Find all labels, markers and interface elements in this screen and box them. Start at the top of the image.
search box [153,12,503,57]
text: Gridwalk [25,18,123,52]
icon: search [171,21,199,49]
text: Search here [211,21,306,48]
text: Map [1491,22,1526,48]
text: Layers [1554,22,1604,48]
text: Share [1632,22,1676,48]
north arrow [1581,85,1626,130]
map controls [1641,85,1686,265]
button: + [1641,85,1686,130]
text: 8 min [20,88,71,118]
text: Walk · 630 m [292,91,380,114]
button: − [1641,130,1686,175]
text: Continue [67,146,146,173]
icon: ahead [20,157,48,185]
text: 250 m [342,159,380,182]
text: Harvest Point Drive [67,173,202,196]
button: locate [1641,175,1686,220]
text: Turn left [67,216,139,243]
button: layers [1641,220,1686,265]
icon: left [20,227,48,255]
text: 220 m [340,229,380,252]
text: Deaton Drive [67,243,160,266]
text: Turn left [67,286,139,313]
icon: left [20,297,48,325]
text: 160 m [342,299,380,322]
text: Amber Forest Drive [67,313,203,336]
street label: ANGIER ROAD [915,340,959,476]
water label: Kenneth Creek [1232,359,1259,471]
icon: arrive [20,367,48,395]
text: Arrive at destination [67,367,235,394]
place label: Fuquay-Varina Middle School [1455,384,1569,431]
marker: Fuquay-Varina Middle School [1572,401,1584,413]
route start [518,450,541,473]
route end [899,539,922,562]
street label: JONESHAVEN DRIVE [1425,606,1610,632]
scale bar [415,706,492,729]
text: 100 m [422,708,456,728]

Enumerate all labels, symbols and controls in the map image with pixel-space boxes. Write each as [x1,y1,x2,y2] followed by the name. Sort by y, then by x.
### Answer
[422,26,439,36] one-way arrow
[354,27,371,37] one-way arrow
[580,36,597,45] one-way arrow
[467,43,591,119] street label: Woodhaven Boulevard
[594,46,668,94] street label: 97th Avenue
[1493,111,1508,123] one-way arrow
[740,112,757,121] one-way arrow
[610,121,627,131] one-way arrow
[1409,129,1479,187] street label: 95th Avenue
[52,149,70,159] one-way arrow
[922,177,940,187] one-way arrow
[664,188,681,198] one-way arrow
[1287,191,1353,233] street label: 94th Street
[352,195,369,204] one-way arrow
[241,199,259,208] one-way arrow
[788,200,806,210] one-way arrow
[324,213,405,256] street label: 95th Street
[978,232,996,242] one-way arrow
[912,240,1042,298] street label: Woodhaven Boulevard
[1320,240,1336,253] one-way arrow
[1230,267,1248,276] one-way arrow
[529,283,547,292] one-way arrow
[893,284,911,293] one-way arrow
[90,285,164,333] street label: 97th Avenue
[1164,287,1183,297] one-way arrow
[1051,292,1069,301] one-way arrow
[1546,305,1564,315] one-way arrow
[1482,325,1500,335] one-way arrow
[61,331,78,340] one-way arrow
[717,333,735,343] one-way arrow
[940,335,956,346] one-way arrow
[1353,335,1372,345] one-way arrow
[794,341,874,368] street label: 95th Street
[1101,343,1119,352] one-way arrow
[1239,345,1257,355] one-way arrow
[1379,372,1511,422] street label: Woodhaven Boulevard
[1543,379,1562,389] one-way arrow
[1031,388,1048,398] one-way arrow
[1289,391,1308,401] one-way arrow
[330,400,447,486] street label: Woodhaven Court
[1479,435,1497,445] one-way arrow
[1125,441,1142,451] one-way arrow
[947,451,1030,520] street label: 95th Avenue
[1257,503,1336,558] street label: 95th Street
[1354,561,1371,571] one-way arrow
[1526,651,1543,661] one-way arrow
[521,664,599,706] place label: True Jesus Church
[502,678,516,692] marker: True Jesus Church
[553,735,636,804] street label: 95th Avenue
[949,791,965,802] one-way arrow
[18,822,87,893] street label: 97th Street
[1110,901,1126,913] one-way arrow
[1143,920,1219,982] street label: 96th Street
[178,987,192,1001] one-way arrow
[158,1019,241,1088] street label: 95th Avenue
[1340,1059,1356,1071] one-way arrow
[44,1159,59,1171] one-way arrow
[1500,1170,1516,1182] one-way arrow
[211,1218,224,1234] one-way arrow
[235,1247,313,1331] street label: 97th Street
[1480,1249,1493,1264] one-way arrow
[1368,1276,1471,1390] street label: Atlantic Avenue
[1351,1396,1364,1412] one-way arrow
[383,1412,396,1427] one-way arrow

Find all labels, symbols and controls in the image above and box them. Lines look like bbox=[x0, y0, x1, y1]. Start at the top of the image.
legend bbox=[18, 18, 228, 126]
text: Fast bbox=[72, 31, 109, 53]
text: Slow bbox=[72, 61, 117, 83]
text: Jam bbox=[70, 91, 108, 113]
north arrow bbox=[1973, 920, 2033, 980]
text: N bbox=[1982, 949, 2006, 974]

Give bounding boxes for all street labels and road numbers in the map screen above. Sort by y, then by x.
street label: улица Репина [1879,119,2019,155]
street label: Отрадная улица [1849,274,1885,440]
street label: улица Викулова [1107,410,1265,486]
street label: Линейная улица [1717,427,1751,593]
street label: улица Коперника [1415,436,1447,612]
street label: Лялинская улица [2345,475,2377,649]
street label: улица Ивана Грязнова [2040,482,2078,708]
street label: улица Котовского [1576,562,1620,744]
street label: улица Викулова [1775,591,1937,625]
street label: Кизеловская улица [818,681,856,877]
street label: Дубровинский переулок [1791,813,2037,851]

++++++++++

## TASK STATEMENT
Whenever a line in the material contains the word "Find", copy that line.

## SOLUTION BELOW
Find all labels, markers and interface elements in this screen and box them. Start at the top of the image.
Find all labels, symbols and controls in the image above and box them. Lines look like bbox=[x0, y0, x1, y1]. Start at the top of the image.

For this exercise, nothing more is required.